Silas stood stock still, not sure he'd heard it right. “You... ALL of it?” Now it was his turn to step forward, fists clenched. Who said his brother had all the rage in the family? “You've got to be fucking kidding me, Frekkeson! That's bloody robbery!”
Glen sneered and shoved Silas in the chest, knocking him to the floor. Silas started to scramble to his feet, and froze as Frekkeson's workers closed in a circle around him, all armed with crowbars, knives and other sundry tools of the trade.
“Robbery? Nah kid, this is a message. A friendly one.” Frekkeson bent down to stare Silas in the eye, and the veins pulsing in his forehead belied the smile on his face. “Nobody in this town damages my shipments. Nobody talks back to me. And nobody gets a free ride. I'll be taking your wagon, your horses, and keeping what little profits I have left from this ballsed-up trade. And you and your brother will walk away, happy that I didn't take more.”

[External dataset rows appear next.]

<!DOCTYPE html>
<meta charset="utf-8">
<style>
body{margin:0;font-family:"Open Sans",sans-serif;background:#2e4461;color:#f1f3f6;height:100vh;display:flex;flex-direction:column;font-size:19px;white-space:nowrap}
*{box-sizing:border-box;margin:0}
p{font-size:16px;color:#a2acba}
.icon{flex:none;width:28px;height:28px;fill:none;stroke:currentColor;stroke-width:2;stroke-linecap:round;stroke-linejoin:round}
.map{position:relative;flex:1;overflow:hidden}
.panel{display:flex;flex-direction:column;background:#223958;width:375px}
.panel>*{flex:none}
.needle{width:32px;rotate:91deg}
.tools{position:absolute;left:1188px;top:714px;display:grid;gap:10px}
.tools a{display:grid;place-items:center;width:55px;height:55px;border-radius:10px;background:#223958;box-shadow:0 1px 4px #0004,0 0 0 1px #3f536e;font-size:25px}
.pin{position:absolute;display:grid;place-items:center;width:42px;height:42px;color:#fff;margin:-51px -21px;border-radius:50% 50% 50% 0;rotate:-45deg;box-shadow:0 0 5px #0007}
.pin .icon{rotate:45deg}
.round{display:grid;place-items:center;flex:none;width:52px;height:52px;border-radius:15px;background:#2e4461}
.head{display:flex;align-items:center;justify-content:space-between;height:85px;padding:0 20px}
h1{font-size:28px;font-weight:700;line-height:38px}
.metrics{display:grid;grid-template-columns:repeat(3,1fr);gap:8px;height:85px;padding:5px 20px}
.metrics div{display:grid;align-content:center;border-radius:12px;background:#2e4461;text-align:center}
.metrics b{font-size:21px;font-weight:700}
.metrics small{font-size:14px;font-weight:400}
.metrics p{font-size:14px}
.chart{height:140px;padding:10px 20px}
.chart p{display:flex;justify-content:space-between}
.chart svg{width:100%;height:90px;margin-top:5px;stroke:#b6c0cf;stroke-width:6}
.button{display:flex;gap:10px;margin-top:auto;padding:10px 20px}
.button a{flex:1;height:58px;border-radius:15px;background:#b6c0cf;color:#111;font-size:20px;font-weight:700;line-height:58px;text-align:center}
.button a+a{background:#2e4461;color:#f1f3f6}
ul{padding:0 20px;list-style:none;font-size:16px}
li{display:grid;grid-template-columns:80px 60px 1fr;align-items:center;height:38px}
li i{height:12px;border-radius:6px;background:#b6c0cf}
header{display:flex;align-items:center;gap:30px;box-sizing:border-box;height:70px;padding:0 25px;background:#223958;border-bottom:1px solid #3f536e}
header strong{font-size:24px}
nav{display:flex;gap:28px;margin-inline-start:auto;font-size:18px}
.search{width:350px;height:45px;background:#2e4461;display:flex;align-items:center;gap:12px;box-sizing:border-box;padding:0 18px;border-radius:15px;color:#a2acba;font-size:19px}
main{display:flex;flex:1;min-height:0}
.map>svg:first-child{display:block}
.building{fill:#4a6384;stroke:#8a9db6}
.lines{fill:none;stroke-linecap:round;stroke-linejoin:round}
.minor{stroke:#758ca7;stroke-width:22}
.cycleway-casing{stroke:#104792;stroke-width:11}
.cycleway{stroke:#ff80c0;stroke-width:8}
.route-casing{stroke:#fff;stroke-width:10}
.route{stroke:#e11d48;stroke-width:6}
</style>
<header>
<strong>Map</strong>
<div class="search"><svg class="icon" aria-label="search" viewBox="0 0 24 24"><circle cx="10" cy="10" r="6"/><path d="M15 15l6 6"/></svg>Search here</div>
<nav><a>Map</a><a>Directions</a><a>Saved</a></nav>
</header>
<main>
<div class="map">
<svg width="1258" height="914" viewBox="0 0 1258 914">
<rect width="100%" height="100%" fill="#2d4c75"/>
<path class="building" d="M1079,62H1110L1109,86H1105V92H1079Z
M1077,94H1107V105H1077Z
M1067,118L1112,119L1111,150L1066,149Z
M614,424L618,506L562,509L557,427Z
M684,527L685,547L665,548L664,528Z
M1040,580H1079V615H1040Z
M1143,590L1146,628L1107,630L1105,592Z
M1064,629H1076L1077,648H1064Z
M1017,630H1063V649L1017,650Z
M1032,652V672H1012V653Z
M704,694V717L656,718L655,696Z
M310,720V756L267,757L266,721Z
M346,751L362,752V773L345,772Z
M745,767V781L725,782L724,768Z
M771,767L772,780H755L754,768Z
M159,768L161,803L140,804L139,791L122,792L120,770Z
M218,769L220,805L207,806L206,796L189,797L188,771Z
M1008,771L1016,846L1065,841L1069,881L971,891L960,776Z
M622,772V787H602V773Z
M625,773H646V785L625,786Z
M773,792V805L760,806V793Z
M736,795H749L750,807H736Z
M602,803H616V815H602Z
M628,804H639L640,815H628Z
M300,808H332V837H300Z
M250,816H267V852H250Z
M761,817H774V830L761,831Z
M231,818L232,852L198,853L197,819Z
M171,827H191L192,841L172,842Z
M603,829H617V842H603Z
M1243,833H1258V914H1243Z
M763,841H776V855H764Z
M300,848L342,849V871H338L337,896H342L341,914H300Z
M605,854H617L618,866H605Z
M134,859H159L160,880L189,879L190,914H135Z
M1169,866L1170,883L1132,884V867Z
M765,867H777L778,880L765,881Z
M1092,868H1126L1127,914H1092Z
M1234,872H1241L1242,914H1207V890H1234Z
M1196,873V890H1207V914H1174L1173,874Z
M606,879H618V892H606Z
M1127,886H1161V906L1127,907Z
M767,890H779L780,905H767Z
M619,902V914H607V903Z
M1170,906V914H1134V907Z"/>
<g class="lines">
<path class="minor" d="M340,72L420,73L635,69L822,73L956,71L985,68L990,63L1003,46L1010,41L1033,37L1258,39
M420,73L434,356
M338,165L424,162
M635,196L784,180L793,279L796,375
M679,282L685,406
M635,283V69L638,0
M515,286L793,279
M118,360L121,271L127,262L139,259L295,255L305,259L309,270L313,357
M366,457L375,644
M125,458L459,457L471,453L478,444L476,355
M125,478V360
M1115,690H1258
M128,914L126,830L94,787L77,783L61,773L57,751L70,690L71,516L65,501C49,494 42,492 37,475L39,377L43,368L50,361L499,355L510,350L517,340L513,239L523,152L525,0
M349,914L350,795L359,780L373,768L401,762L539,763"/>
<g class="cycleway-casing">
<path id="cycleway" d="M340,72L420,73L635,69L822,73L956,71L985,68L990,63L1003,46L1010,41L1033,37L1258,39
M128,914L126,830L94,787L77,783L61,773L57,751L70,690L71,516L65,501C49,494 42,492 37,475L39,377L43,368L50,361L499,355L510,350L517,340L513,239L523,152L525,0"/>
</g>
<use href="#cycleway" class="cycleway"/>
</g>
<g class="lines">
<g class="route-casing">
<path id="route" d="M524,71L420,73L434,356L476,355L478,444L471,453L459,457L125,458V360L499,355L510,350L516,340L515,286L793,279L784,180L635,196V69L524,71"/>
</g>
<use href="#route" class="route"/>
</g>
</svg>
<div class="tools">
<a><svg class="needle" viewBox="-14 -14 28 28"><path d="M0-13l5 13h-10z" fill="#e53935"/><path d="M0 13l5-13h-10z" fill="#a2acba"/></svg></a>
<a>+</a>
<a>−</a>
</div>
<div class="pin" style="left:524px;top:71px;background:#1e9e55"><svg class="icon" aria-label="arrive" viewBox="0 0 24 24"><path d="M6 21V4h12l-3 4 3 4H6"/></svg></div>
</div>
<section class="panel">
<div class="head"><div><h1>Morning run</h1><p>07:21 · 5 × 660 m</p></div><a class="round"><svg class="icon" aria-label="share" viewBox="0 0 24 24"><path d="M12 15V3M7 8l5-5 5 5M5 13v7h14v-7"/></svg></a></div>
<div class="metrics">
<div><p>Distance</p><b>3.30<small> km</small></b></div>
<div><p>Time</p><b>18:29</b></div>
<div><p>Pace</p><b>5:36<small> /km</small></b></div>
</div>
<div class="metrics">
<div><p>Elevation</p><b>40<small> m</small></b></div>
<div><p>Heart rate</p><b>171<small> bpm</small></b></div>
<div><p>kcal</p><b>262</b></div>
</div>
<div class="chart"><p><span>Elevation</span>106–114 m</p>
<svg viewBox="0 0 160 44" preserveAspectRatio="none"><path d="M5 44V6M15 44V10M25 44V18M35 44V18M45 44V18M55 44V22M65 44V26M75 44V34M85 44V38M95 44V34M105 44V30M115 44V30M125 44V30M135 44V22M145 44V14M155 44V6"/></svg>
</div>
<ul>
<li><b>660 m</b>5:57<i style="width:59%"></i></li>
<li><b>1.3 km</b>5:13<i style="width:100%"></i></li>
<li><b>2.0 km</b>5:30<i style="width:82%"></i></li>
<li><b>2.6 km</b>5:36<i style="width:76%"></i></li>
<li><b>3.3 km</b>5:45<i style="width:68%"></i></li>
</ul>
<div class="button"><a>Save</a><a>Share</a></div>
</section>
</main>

“But without our wagon we can't work, be reas –“
Glen drove a hobnailed boot into Silas' stomach, and the young man curled up on the floor, retching.

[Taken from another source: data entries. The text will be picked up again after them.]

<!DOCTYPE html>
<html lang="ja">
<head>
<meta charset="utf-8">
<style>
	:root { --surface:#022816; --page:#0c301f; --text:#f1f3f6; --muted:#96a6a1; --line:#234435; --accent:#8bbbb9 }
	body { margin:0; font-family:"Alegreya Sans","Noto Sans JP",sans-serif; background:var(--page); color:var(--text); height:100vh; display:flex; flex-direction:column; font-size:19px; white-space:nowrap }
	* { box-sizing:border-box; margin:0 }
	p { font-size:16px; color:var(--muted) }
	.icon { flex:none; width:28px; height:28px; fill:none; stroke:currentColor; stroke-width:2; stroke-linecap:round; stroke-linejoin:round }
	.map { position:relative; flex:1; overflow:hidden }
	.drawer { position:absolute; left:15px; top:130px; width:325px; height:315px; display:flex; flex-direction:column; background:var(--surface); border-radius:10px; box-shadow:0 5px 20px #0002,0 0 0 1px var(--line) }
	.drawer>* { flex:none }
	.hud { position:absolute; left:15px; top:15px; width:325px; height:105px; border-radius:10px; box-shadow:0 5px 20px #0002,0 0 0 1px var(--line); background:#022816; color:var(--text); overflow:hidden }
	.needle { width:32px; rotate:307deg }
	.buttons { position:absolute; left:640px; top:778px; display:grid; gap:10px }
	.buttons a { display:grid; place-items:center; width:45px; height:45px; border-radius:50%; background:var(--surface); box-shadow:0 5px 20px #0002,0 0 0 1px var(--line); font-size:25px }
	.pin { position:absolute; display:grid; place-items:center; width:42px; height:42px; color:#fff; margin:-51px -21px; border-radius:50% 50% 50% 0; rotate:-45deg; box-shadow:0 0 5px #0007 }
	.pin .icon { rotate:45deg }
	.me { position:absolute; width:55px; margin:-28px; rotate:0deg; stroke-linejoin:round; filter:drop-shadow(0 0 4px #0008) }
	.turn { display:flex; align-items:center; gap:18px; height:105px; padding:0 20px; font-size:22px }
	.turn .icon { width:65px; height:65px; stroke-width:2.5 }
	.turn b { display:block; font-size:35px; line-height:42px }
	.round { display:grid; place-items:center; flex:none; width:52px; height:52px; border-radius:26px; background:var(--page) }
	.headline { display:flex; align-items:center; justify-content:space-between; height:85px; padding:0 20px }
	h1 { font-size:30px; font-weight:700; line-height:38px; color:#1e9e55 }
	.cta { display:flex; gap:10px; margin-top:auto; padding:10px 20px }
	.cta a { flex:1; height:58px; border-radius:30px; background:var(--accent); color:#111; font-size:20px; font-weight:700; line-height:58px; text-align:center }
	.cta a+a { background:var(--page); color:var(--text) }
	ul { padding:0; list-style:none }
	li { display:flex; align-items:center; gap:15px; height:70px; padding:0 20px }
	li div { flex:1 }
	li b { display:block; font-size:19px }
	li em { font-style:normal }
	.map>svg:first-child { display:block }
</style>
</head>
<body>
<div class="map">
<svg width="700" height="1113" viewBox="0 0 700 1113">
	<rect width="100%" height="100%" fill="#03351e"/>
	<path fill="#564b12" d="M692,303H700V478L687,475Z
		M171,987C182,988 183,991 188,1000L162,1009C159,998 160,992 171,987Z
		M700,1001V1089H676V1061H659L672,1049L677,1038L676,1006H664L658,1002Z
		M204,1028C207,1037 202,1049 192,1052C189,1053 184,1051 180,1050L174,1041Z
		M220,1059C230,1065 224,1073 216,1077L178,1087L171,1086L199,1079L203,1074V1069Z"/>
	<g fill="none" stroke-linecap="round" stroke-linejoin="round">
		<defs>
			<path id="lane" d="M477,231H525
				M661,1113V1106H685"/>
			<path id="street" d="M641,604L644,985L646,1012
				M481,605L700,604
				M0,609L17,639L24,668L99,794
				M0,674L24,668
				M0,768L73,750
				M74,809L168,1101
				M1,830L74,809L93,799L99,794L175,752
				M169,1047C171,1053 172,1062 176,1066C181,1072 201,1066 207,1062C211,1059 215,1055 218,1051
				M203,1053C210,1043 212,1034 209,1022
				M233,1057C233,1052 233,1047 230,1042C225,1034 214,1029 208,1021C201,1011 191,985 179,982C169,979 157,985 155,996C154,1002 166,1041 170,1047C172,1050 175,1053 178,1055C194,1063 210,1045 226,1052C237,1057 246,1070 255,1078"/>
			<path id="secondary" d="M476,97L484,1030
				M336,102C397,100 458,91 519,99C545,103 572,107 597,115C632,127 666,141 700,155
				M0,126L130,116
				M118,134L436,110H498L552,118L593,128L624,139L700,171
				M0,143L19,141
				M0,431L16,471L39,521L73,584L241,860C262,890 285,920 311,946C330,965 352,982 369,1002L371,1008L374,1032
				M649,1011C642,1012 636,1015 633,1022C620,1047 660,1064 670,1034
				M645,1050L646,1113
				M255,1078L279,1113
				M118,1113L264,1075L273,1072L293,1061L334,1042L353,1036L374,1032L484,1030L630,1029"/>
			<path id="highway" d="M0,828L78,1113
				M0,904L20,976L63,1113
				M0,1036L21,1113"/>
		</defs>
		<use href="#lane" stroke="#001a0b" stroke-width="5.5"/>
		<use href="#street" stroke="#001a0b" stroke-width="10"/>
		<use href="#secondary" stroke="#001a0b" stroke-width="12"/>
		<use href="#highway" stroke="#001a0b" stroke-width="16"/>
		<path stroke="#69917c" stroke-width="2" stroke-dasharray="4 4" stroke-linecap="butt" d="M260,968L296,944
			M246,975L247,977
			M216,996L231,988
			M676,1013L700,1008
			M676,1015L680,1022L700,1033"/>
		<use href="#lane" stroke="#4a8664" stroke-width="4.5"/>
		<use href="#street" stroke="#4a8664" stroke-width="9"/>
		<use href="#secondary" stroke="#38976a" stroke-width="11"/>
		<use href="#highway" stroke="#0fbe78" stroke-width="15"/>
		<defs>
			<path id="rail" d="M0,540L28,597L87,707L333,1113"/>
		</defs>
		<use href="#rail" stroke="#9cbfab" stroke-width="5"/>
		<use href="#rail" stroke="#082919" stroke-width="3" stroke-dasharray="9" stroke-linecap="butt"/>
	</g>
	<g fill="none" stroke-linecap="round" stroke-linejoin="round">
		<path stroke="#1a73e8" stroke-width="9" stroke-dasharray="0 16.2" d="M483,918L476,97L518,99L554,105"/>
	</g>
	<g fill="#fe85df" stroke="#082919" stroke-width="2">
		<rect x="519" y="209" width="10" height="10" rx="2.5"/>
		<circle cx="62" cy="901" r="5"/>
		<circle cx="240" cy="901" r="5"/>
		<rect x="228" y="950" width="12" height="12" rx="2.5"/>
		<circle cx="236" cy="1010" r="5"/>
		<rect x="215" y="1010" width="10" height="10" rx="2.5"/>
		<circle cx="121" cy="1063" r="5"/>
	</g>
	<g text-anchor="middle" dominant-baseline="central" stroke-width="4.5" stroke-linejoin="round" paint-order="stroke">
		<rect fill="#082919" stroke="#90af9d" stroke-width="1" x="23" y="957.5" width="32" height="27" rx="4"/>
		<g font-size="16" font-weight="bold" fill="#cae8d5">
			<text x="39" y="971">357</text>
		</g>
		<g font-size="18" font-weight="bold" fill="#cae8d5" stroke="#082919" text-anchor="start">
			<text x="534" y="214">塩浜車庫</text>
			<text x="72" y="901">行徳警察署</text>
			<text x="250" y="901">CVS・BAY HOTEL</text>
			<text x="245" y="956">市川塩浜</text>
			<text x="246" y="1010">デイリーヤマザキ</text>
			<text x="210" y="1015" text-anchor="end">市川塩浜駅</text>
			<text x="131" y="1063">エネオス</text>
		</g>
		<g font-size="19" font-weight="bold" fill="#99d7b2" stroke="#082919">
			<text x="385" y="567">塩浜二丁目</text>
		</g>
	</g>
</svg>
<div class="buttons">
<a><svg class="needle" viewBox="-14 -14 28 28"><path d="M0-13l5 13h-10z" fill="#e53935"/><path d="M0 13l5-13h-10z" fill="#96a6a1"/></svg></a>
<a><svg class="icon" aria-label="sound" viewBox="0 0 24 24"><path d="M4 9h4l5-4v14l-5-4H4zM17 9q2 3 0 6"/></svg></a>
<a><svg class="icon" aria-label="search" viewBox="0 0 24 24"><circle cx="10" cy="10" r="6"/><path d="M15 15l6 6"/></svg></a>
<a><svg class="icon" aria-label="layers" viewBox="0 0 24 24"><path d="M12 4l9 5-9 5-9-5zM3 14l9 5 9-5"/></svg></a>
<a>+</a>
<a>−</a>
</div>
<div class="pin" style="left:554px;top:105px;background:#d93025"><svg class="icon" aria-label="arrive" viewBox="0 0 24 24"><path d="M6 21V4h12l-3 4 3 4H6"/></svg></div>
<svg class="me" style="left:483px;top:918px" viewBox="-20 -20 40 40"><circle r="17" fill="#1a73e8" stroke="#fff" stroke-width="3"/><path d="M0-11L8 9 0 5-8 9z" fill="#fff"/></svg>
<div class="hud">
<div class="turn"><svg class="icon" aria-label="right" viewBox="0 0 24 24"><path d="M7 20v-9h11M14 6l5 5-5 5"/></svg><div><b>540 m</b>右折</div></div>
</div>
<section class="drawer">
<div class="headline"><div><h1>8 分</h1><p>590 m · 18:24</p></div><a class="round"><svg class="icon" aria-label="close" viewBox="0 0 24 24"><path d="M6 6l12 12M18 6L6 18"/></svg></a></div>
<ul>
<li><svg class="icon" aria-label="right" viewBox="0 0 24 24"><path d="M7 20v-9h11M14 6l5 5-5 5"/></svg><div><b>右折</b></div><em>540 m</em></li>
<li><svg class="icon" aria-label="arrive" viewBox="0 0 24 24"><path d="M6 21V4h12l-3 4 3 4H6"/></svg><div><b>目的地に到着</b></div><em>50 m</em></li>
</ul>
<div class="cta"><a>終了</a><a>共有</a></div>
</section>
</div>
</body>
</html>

“I believe I said something about talking back, but maybe you missed it. Get the little shit out of here lads, I don't want to see his face.”
Silas felt rough hands grabbing his arms and legs, and he was hustled out toward a side door. Before he slid into darkness, he heard Frekkeson's last bellow:
“Get a new job, Richfort! Your trading days are done in this town!”